Il y a 23 millions d'années, la Terre était plus chaude et les plantes absorbaient beaucoup plus de CO2

Il y a 23 millions d'années, la Terre était plus chaude et les plantes absorbaient beaucoup plus de CO2
Il y a 23 millions d'années, la Terre était plus chaude et les plantes absorbaient beaucoup plus de CO2 - © IronHeart - Getty Images

Une forêt vieille de 23 millions d’années et les feuilles qu’on n’y a trouvées suggèrent que certaines plantes pourraient s’adapter aux niveaux de CO2 qui augmentent.

Des feuilles très bien conservées d’un ancien lac de Nouvelle-Zélande prouvent que certaines plantes récoltent plus efficacement le dioxyde de carbone que d’autres. 

Les résultats, publiés dans la revue Climate of the Past et relayés par la BBC, expliquent la façon dont la vie végétale pourrait changer à mesure que les niveaux actuels de CO2 augmentent.

Une période où les températures étaient jusqu’à 7°C supérieures aux nôtres

L’équipe a prélevé du matériel biologique fossilisé au fond d'un ancien lac maintenant sec. On y retrouve des restes de plantes, d’algues, d’araignées, de coléoptères, de mouches, de champignons et d’autres êtres vivants d’une période chaude du début du Miocène.

Les températures mondiales moyennes à cette époque auraient été entre 3°C et 7°C plus élevées qu’aujourd’hui et la glace avait en grande partie disparu des pôles. Un scénario qui ressemble fort à ce qui devrait arriver à la planète d’ici quelques dizaines ou centaines d’années.

Les scientifiques débattent encore sur les niveaux de CO2 que l’on retrouvait à cette période mais ces feuilles pourraient apporter une réponse.

Les feuilles prouvent qu'il y avait énormément de CO2

"Ce qui est étonnant, c’est que ces feuilles sont fondamentalement momifiées, donc nous avons leurs compositions chimiques originales et pouvons voir toutes leurs caractéristiques au microscope", a déclaré l’auteur principal Tammo Reichgelt, de l’Université du Connecticut à Storrs, aux États-Unis.

Pour leur permettre d’estimer la teneur en carbone de l’atmosphère à l’époque, les scientifiques ont analysé les différentes formes chimiques du carbone dans les feuilles d’une demi-douzaine d’espèces d’arbres trouvées à différents niveaux dans le gisement. Ils ont conclu que la teneur en carbone était d’environ 450 parties par million (ppm). Une surprise puisque des études antérieures l'avait estimée à environ 300 ppm.

Une nouvelle qui fait écho à notre situation actuelle puisque les émissions humaines d’aujourd’hui ont atteint un niveau de CO2 d’environ 415 ppm. On s’attend même à ce qu’ils atteignent 450 ppm au cours des prochaines décennies, donc le même niveau que ces forêts en Nouvelle-Zélande il y a 23 millions d’années.

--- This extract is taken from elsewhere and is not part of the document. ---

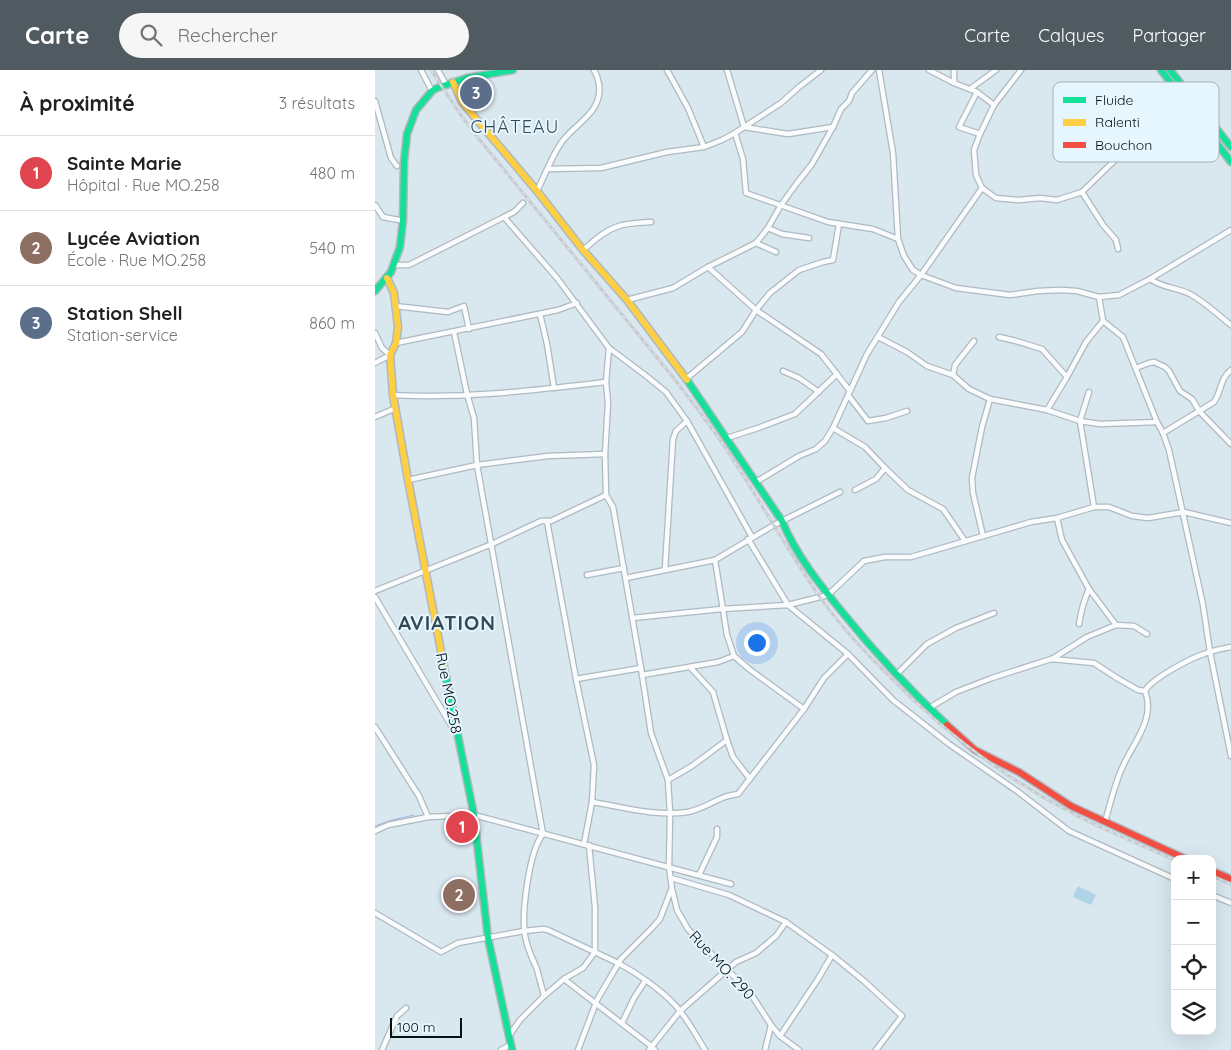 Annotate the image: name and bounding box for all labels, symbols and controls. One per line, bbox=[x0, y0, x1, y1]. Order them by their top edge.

Les plantes aspiraient le CO2 plus efficacement qu’aujourd’hui

Les chercheurs ont également découvert que les arbres et leurs feuilles s'étaient adaptés à différents niveaux pour aspirer le carbone le plus efficacement possible. Les tomates (petites rainures des feuilles) avaient une forme qui permettait d'aspirer le carbone sans laisser s’échapper trop d’eau. Ce qui permettait aux arbres de pousser dans des zones qui auraient été trop sèches pour les forêts en temps normal.

Les données des satellites de la Nasa montrent un effet de "verdissement global" de la planète depuis 1980. Loin d'être une bonne nouvelle ou la preuve d'une augmentation de la présence d'arbres, c'est en fait parce que les plantes augmentent leur taux de photosynthèse pour éliminer plus efficacement le carbone de l’air et conserver l’eau.

L’effet devrait se poursuivre avec l’augmentation des niveaux de CO2.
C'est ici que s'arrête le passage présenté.